#### PROBLEM:
Where a line holds the word "sports", copy it from the records.

========

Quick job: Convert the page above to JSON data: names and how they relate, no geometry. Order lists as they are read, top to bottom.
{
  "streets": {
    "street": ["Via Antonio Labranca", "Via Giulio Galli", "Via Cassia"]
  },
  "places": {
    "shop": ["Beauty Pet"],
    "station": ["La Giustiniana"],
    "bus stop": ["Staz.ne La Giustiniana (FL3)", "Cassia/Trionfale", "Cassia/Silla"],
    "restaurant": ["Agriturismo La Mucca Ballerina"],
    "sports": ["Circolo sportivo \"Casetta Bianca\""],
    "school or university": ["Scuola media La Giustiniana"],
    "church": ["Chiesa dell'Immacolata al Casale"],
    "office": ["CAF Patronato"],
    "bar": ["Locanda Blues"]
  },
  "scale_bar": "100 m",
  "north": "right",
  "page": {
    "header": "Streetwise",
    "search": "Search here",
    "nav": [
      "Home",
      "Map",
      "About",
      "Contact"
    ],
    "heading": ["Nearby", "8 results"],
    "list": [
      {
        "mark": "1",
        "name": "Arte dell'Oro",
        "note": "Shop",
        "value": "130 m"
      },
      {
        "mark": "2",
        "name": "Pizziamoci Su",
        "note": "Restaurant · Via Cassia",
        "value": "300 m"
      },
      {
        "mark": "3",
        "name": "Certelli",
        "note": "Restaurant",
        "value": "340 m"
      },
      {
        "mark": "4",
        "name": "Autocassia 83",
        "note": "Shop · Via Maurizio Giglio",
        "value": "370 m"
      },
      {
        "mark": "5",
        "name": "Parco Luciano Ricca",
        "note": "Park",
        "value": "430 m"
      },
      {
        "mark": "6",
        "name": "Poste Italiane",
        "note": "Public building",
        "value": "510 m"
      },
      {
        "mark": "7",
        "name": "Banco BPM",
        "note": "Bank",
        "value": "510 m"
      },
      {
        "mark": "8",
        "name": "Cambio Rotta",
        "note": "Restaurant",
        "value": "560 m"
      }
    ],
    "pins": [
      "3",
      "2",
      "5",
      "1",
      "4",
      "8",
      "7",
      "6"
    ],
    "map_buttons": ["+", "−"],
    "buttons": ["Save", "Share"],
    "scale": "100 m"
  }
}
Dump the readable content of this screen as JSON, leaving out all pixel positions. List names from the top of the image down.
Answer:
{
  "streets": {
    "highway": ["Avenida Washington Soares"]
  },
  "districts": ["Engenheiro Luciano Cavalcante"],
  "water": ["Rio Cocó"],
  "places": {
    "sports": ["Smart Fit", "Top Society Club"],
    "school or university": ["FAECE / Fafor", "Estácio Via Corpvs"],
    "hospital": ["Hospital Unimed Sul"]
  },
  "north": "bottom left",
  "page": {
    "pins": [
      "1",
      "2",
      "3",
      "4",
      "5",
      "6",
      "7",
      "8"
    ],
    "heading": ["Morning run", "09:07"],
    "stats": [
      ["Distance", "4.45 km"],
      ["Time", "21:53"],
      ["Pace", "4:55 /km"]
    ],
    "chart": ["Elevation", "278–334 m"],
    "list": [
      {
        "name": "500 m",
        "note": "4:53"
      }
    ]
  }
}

========

#### SOLVED PROBLEM:
    "sports": ["Circolo sportivo \"Casetta Bianca\""],
    "sports": ["Smart Fit", "Top Society Club"],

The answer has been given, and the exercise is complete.